(Collected data entries)
######
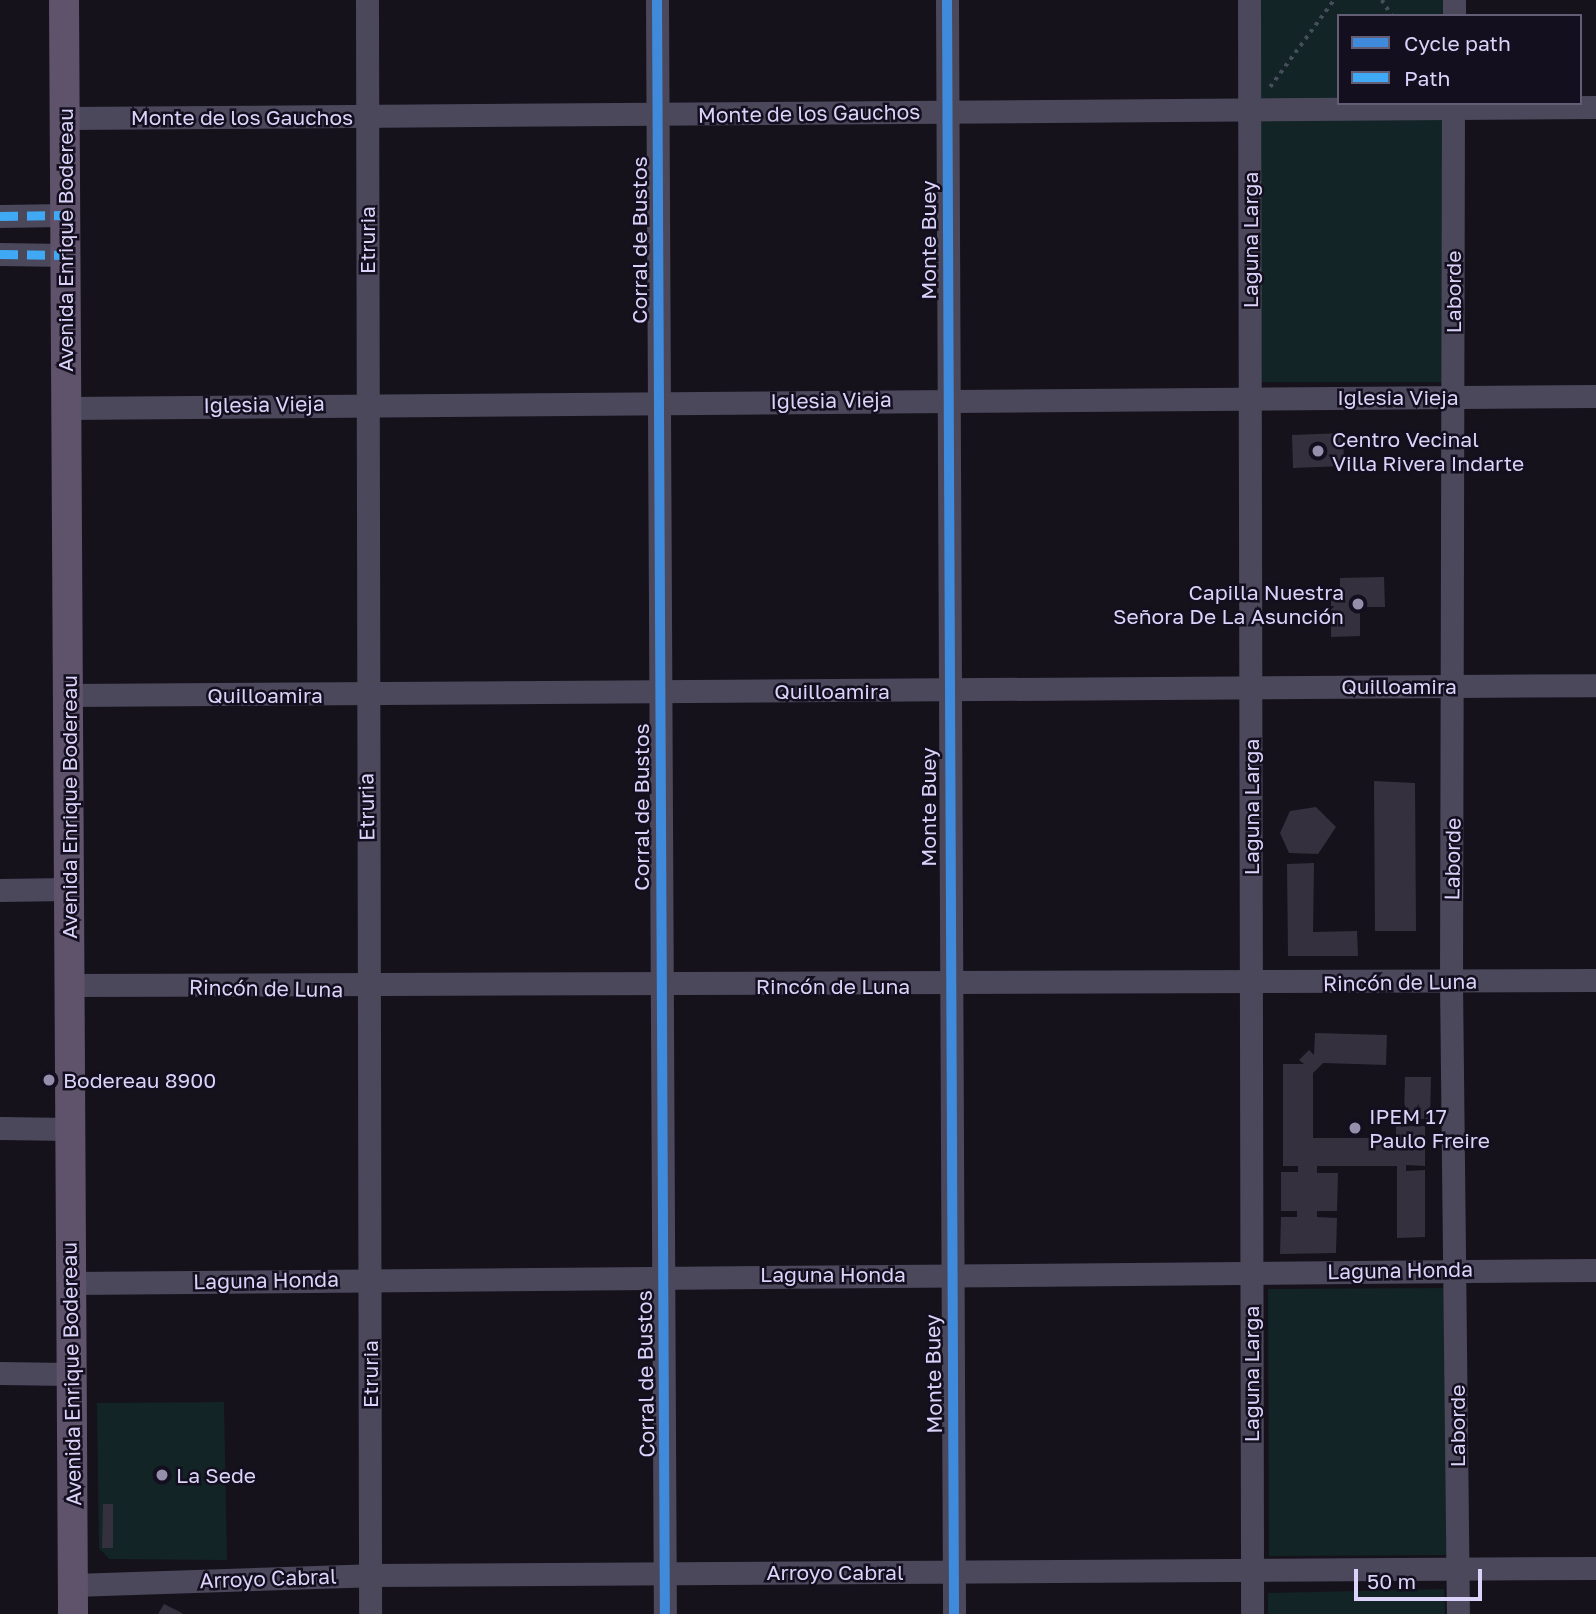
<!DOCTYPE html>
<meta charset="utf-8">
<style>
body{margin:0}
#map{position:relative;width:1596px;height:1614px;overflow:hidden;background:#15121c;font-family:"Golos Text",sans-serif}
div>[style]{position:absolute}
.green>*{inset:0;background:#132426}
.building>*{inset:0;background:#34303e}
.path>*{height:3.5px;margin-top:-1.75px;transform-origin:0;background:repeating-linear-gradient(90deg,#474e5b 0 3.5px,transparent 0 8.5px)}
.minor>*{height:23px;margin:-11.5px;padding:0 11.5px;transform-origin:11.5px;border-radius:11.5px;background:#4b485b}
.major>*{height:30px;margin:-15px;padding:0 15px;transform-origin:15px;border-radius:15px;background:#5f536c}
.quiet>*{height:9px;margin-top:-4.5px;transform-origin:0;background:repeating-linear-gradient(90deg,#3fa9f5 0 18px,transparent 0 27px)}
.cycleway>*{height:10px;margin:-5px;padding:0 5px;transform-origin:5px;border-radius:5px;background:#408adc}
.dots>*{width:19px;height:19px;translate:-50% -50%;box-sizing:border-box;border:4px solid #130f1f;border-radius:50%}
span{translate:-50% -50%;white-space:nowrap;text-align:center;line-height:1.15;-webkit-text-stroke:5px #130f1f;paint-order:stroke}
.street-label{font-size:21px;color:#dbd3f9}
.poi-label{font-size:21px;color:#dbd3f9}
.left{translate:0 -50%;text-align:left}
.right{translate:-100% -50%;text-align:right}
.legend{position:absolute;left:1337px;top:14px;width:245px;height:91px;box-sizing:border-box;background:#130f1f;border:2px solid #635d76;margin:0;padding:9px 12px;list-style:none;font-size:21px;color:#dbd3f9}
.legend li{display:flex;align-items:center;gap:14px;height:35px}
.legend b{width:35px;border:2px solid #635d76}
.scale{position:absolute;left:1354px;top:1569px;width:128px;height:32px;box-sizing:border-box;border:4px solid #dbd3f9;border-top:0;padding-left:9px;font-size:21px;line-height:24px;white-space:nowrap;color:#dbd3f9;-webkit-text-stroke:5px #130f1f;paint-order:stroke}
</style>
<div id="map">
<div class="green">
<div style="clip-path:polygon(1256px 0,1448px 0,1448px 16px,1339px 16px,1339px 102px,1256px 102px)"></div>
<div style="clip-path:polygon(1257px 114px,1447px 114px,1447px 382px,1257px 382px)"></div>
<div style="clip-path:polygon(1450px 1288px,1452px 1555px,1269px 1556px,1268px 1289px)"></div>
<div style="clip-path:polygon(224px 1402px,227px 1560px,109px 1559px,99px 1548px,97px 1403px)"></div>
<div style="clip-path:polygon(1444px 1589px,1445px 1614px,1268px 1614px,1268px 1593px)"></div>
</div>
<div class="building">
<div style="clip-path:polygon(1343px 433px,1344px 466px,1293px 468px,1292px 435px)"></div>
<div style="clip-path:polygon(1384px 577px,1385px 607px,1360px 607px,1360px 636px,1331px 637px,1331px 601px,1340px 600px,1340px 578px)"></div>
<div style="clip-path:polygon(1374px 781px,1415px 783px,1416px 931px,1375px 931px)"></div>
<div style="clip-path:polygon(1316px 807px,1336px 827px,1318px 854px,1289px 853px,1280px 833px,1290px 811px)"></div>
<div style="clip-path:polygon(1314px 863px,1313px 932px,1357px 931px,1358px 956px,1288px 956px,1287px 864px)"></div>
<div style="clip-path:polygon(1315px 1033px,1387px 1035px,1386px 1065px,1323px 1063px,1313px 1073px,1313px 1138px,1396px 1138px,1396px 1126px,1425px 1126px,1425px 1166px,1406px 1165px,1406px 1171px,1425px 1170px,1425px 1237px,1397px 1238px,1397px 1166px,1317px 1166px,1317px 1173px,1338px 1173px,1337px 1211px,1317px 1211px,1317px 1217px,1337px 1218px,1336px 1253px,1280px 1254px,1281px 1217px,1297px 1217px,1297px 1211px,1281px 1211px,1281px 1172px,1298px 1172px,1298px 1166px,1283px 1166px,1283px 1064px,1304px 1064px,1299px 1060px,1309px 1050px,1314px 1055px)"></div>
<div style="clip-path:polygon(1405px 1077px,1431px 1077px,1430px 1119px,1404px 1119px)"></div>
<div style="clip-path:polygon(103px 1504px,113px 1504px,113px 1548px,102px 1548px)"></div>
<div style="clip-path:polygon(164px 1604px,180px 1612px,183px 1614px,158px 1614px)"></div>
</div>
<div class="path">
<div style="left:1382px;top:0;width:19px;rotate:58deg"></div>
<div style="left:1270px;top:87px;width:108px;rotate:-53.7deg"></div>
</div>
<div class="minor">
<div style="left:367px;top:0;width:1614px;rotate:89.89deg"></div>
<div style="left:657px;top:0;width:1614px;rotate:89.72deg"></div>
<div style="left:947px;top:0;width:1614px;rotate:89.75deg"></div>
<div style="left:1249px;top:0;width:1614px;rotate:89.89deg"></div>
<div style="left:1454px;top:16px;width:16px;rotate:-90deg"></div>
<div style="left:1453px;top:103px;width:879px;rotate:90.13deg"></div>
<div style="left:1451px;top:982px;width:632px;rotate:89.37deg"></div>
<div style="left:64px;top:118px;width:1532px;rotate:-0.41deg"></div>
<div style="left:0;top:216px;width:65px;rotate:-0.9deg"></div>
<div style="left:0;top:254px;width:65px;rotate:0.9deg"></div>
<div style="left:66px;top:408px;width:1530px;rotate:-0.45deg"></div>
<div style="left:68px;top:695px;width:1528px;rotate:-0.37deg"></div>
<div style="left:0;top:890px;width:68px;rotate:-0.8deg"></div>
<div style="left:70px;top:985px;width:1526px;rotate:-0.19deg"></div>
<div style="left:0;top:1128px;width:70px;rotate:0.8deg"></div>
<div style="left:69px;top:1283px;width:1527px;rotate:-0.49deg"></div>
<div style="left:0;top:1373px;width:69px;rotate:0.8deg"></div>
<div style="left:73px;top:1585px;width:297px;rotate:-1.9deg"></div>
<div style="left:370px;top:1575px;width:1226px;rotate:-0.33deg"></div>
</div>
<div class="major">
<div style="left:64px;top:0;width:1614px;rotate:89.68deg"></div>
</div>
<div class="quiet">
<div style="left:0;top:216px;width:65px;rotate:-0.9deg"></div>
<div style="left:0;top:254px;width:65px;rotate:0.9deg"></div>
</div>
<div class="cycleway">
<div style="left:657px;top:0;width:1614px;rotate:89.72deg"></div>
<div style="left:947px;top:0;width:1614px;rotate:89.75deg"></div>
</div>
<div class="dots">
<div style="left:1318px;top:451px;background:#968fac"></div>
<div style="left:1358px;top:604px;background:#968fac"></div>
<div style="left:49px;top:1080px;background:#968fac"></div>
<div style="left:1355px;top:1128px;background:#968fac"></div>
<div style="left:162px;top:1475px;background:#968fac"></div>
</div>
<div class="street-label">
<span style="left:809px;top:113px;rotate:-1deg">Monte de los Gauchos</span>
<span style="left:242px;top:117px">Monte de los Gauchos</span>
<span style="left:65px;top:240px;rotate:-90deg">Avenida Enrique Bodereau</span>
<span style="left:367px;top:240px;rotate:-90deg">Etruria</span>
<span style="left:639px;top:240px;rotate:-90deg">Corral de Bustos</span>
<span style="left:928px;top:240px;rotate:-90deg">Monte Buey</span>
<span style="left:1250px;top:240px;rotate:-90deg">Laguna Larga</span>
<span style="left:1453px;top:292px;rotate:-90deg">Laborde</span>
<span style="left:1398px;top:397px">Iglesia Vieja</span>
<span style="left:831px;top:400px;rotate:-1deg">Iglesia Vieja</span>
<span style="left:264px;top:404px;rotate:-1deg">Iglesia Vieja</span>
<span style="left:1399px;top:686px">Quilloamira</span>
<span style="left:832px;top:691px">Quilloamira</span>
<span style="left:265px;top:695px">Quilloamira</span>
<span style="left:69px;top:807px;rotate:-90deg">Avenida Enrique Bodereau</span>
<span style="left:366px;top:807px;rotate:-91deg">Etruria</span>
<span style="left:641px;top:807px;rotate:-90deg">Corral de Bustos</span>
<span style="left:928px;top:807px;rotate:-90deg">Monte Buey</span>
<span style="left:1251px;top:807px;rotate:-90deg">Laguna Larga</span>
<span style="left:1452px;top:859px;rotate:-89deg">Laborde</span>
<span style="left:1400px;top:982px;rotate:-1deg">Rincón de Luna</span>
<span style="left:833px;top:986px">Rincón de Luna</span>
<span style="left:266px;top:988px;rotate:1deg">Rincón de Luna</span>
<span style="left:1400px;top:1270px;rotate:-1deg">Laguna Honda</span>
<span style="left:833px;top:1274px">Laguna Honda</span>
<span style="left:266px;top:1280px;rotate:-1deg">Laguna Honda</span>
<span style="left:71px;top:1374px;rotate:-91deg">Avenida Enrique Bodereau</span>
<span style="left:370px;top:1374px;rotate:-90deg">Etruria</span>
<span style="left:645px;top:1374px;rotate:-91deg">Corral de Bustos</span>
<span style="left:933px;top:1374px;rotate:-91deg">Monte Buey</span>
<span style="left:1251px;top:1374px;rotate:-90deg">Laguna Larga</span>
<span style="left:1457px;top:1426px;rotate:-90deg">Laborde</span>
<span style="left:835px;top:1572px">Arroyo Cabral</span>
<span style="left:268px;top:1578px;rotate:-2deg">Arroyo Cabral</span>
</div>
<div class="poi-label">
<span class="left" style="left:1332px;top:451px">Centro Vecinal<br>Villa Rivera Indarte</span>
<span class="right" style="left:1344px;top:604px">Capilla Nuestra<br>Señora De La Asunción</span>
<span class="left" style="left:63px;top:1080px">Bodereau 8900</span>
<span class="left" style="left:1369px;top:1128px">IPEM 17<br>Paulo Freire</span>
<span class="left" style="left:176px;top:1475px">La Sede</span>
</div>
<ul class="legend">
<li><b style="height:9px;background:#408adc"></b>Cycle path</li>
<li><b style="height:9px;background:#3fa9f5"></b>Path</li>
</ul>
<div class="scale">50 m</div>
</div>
######
Give only the number of lines in the data that include the string "Buey".

3